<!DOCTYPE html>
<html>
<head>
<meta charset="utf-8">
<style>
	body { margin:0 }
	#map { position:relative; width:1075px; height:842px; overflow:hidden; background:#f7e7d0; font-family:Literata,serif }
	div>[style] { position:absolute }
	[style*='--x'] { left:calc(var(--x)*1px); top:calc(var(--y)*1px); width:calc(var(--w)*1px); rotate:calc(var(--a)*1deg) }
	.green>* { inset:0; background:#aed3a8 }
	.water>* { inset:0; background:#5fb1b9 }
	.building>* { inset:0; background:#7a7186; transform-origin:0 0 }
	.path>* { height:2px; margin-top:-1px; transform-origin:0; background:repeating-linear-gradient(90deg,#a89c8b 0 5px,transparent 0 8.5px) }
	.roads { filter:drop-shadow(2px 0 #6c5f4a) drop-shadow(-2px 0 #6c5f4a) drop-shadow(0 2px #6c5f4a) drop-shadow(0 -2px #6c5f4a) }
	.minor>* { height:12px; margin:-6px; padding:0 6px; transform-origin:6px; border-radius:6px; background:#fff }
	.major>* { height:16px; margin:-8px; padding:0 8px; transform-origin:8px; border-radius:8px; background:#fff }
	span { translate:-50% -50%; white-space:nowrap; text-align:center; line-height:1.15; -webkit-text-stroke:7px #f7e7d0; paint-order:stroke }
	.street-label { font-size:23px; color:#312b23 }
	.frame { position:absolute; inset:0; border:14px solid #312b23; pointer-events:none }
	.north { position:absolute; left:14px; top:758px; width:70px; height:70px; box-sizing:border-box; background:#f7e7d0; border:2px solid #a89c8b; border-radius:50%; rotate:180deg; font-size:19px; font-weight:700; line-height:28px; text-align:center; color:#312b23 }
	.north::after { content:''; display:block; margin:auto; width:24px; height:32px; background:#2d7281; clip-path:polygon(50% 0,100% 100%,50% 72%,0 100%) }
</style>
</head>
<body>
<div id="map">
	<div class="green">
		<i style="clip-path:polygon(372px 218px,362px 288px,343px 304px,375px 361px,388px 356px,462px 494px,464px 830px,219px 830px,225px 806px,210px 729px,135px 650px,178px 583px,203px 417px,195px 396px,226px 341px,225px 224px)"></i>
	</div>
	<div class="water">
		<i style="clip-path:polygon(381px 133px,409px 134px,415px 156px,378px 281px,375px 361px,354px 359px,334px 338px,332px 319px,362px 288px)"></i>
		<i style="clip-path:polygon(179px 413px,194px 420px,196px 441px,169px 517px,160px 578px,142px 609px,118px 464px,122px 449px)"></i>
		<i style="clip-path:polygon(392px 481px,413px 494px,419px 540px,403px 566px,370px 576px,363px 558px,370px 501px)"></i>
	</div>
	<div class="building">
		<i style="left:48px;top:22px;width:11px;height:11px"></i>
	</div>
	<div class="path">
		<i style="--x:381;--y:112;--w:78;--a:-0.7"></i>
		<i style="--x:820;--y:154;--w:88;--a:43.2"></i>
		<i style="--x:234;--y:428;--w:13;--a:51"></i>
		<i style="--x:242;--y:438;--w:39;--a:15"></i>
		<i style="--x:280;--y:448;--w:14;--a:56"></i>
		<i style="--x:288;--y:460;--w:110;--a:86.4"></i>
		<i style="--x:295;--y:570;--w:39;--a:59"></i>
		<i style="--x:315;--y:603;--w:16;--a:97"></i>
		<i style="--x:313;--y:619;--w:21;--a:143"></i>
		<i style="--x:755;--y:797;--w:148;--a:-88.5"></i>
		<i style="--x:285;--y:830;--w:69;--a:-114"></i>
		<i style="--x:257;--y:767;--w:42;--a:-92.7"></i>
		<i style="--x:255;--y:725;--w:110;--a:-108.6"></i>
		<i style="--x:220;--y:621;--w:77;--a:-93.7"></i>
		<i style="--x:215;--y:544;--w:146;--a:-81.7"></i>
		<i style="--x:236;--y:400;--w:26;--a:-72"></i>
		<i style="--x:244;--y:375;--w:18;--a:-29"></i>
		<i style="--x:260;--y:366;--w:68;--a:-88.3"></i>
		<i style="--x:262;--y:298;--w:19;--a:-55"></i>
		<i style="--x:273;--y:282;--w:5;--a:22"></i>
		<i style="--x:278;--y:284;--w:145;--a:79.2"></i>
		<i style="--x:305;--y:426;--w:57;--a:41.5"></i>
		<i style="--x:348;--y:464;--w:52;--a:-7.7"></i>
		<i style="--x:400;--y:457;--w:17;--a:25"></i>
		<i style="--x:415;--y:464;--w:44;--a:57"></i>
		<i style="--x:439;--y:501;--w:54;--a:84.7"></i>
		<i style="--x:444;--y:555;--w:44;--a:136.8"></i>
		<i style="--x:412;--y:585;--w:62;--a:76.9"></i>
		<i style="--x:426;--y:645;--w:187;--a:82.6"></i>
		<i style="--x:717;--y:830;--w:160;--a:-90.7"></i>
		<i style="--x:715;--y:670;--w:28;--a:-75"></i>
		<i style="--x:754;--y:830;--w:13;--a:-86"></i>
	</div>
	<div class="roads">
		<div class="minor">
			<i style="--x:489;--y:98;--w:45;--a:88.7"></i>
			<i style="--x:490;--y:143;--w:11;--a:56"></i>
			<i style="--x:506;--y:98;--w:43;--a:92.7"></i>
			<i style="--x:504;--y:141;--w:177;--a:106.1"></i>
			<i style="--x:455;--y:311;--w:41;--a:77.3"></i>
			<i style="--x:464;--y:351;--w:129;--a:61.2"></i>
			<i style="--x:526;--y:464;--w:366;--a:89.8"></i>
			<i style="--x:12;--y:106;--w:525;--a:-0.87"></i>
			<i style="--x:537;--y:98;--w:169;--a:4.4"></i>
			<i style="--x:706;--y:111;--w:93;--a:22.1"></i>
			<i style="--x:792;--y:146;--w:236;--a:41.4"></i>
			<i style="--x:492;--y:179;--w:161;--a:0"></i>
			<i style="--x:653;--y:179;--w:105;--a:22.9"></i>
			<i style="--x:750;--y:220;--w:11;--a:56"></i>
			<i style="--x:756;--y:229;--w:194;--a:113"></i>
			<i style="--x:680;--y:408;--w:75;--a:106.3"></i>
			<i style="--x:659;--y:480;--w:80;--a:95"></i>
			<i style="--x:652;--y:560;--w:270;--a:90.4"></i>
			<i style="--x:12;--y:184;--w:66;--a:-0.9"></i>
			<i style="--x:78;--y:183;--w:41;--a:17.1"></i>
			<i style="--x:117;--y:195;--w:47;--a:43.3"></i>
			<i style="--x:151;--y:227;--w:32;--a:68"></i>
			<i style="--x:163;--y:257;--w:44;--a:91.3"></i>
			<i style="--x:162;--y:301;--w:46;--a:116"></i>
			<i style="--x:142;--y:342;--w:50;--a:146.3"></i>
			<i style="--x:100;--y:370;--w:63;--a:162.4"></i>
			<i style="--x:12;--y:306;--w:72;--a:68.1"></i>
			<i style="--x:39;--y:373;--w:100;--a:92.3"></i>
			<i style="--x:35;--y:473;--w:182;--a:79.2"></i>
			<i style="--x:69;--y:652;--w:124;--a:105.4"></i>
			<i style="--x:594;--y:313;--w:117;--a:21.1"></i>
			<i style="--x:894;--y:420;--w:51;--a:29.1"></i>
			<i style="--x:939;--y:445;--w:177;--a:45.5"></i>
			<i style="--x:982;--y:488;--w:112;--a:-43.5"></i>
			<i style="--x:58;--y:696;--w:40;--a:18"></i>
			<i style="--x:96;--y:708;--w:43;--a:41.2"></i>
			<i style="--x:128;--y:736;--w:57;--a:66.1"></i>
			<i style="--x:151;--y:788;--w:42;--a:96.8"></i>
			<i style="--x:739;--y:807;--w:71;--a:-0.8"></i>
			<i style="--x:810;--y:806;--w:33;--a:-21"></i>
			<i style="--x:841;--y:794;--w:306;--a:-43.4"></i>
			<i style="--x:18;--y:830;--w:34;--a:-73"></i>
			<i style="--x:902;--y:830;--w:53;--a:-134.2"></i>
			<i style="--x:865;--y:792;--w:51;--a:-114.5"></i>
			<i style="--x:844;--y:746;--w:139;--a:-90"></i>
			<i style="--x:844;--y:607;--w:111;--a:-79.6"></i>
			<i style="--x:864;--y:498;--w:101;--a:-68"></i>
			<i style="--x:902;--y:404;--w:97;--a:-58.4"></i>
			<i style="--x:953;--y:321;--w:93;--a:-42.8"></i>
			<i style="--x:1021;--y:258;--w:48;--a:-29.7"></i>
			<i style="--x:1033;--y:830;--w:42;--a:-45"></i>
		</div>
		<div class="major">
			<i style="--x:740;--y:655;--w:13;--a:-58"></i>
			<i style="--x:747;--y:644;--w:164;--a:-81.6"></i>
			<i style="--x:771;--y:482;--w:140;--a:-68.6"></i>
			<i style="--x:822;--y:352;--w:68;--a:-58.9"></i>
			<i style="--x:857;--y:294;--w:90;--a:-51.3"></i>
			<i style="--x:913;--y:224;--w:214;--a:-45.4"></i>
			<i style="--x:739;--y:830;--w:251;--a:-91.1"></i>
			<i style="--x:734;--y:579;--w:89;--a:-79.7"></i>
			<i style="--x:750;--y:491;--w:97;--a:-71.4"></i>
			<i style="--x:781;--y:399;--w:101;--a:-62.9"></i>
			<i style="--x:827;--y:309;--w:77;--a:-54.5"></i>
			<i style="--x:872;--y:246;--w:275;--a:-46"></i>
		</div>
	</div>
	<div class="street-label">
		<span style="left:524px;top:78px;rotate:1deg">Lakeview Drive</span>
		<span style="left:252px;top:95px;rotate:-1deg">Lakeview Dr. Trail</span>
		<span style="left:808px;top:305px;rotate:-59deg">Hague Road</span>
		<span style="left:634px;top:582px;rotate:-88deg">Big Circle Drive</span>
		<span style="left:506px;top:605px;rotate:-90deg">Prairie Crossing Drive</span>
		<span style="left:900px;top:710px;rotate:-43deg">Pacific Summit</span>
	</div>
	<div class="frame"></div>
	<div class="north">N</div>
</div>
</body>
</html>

What is needed: List every line from the entries above in which "roads" appears.

Solution to this task:
	.roads { filter:drop-shadow(2px 0 #6c5f4a) drop-shadow(-2px 0 #6c5f4a) drop-shadow(0 2px #6c5f4a) drop-shadow(0 -2px #6c5f4a) }
	<div class="roads">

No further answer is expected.